Quand les Anglais parlaient français
Jusqu’au 7 janvier 2024
#QuandlesAnglaisparlaientfrançais
#VictoriaAlbertxAlThaniCollection
Hôtel de la Marine, Al Thani Collection, 2 place de la Concorde, Paris 8e
Avec un titre facétieux, l’exposition présentée dans les galeries de la Al Thani Collection (Hôtel de la Marine) joue sur les deux registres de langage. Car à l’époque médiévale, la royauté et l’élite anglaise parlaient bel et bien français !
Guillaume le Conquérant, duc de Normandie, envahit l’Angleterre en 1066 (bataille d’Hastings) pour prendre le trône que lui avait promis Édouard le Confesseur en 1064, mais que voulait s’arroger le comte Harold de Wessex.
Celui qui se nomme Guillaume II, duc de Normandie, devient Guillaume Ier, roi d’Angleterre, et fonde un puissant royaume anglo-normand. Il répand le français à la cour. Comme en témoignent ici les bijoux gravés en français, en provenance du Victor & Albert Museum (Londres).

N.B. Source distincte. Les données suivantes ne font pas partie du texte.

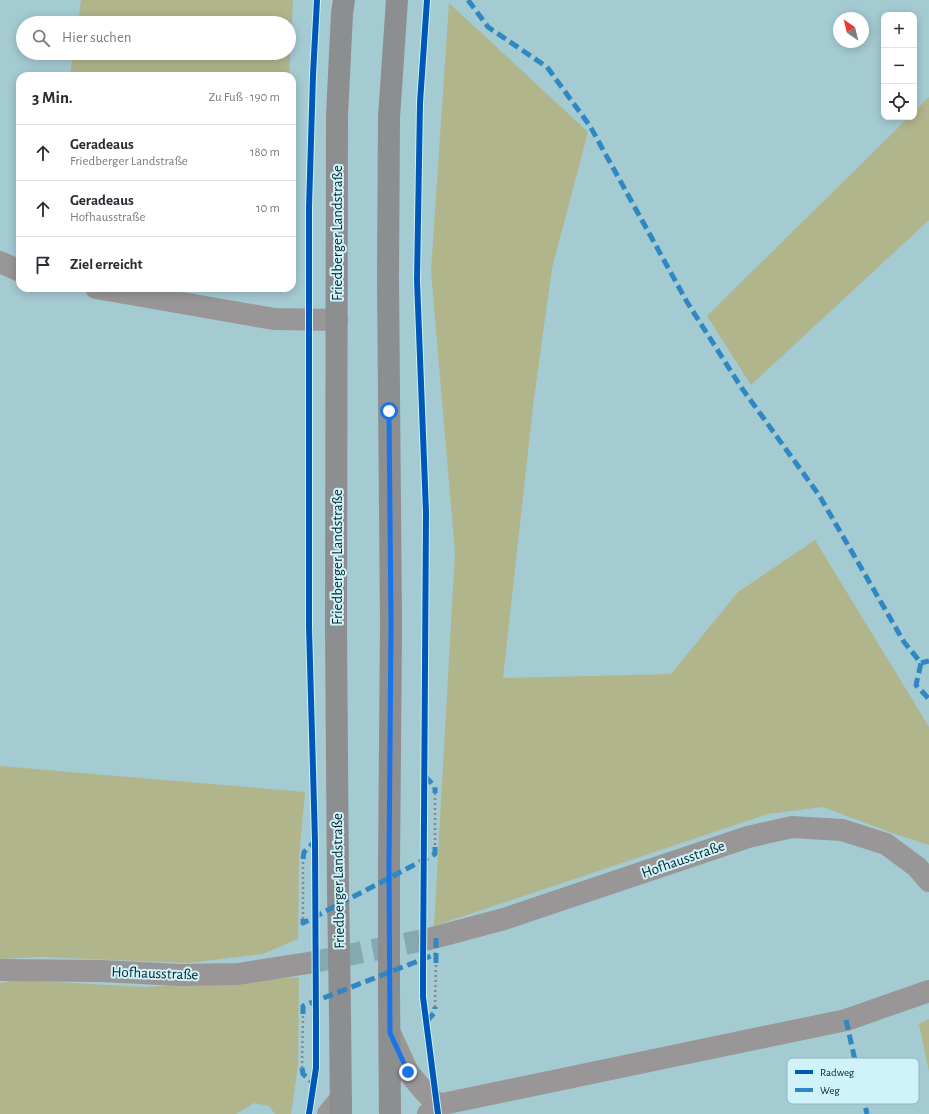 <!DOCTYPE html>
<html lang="de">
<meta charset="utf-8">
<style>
:root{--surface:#fff;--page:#f7f7f7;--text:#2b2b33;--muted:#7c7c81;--line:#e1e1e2}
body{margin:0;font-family:"Alegreya Sans",sans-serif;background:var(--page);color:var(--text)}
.controls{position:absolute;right:12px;top:12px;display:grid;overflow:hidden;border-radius:8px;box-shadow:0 2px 10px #0003}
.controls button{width:36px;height:36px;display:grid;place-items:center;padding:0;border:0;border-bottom:1px solid var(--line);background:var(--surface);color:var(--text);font:20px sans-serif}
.compass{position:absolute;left:833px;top:12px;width:36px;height:36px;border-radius:50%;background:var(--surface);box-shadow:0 2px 10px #0003;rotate:325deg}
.stop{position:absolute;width:12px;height:12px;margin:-9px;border:3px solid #1a73e8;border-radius:50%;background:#fff}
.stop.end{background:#1a73e8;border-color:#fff;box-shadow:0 1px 4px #0008}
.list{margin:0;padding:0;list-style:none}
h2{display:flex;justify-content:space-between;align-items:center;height:52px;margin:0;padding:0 16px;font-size:17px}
h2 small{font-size:13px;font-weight:400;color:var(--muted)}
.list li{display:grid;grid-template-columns:26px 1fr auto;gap:12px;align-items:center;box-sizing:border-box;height:56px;padding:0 16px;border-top:1px solid var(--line)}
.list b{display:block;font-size:15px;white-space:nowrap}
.list p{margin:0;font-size:13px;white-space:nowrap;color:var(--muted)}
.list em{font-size:13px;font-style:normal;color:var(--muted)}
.icon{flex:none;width:22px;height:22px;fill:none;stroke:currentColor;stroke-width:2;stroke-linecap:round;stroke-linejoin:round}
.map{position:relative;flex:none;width:929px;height:1114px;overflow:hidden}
.search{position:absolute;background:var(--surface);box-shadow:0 2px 10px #0003;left:16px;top:16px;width:280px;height:44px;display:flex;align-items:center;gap:10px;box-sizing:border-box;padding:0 14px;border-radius:22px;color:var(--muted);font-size:15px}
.panel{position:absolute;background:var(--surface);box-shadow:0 2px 10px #0003;left:16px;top:72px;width:280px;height:220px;border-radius:12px}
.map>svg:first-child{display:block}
.green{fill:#b1b58c}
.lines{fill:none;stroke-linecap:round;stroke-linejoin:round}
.minor-tunnel{stroke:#84a9b0;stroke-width:22;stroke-dasharray:22 11;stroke-linecap:butt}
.path{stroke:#848a8b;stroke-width:2.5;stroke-dasharray:2 3;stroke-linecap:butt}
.minor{stroke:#989696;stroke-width:22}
.major{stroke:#8c8e90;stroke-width:22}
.major-bridge{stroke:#8c8e90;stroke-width:22}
.quiet{stroke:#3088c2;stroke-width:5;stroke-dasharray:10 5;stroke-linecap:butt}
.cycleway-casing{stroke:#d0f2f9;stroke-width:8}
.cycleway{stroke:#0057b8;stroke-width:6}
.route{stroke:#1a73e8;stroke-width:5}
.labels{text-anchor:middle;stroke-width:4;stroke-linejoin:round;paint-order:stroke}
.street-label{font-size:15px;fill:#052329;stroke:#d0f2f9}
.key{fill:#d0f2f9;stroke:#93b4bb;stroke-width:1}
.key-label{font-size:11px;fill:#052329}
</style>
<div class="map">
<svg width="929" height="1114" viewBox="0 0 929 1114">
<rect width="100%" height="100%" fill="#a4cad2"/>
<g class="green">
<polygon points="81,0 293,0 289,76 70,76 73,53 289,53 289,23 78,23"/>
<polygon points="449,3 588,132 552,268 533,406 503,678 671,674 738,592 815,540 929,727 929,845 892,833 823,807 768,814 434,926 455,553 431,271"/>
<polygon points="929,97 929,220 751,385 707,316 909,117 914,117 914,112"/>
<polygon points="0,766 305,792 299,857 298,939 263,954 188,963 41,957 0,959"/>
<polygon points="299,977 298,1066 291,1114 275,1114 269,1106 254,1103 236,1114 0,1114 0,983 16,980 145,987"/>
<polygon points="929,1019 929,1072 919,1024"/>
</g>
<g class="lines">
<polyline class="minor-tunnel" points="308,963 429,939"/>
<g class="path">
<polyline points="435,793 435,846"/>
<polyline points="303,919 303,859"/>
<polyline points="435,1007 436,963"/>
<polyline points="302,1068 303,1014"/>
</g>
<g class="minor">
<polyline points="0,262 20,271"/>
<polyline points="96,288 274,319 337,320"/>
<polyline points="429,939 504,919 748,837 792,827 842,830 886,844 917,867 929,881"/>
<polyline points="0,970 102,971 180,975 238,974 308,963"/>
<polyline points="390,1033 408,1072 424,1091 438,1105"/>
<polyline points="328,1114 341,1098"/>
<polyline points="428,1114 438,1105 846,1020 929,991"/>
</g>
<g class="major">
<polyline points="389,866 391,625 388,277 389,117 397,0"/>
<polyline points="338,890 336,630 337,115 342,14 344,0"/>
<polyline points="389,990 390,1114"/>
<polyline points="340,1013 341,1114"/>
</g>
<g class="major-bridge">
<polyline points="389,866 389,990"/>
<polyline points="338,890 340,1013"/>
</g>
<g class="quiet">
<polyline points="468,0 488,27 547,67 590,126 687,302 741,387 819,495 904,642 921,663 916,685 929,699"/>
<polyline points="921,663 929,661"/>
<polyline points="425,776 435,787 435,793"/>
<polyline points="303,859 304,852 315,841"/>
<polyline points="303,919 303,923 435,854 435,846"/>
<polyline points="436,963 436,937"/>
<polyline points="303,1014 303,1006 436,954"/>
<polyline points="846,1020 867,1114"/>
<polyline points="427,1021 435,1012 435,1007"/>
<polyline points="302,1068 303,1074 314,1084"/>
</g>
<defs>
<g id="cycleway">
<polyline points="427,0 420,103 417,280 426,512 423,974 423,997 438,1114"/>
<polyline points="309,1114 316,1068 316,1025 315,841 309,627 309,207 313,75 317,0"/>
</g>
</defs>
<use href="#cycleway" class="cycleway-casing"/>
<use href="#cycleway" class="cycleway"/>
</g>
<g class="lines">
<polyline class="route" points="389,411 391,624 389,866 390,1033 408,1072"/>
</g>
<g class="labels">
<g class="street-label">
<text transform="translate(337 233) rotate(-90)" y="5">Friedberger Landstraße</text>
<text transform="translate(337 557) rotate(-90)" y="5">Friedberger Landstraße</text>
<text transform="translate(683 859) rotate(-19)" y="5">Hofhausstraße</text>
<text transform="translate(338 881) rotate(-91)" y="5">Friedberger Landstraße</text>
<text transform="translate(155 973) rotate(2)" y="5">Hofhausstraße</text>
</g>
</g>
<rect x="787" y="1058" width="132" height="46" rx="6" class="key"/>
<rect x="795" y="1070" width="18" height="4" fill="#0057b8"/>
<rect x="795" y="1088" width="18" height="4" fill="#3088c2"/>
<g class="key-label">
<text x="820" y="1076">Radweg</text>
<text x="820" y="1094">Weg</text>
</g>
</svg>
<div class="controls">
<button>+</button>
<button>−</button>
<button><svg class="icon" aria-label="locate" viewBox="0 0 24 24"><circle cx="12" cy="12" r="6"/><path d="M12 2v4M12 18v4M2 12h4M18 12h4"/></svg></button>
</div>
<svg class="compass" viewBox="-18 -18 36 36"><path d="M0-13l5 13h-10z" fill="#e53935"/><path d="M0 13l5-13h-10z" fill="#7c7c81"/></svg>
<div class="stop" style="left:389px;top:411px"></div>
<div class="stop end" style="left:408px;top:1072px"></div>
<div class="search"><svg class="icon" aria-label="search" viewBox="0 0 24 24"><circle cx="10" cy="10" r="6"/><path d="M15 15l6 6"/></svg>Hier suchen</div>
<section class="panel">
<h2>3 Min.<small>Zu Fuß · 190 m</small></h2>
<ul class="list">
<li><svg class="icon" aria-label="ahead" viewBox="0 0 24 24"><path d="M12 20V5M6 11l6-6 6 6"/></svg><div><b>Geradeaus</b><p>Friedberger Landstraße</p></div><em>180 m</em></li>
<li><svg class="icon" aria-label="ahead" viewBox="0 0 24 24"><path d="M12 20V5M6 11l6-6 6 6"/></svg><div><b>Geradeaus</b><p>Hofhausstraße</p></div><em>10 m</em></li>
<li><svg class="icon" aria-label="arrive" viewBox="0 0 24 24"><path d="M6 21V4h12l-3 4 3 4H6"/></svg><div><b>Ziel erreicht</b></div></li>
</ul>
</section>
</div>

Par la suite, les relations entre l’île et le continent se renforcent avec d’autres mariages diplomatiques. Tel celui de Marguerite d’York, soeur du roi Édouard IV, avec Charles Le Téméraire, duc de Bourgogne. Cette femme imposante avait commandée une aiguière en porphyre vert à l’orfèvre Zegher van Steynemolen (1468-1491) dont la forme du couvercle en vermeil rappelle l’emblème de la maison d’York.
Plus loin, un coffret de Valence (vers 1305-1312), doré et décoré d’écus armoriés en émaux, symbolise les unions dynastiques, en affichant à la fois les armes royales d’Angleterre et celles des grandes familles d’Angoulême, de Brabant, de Bretagne et de Lacy (Calvados).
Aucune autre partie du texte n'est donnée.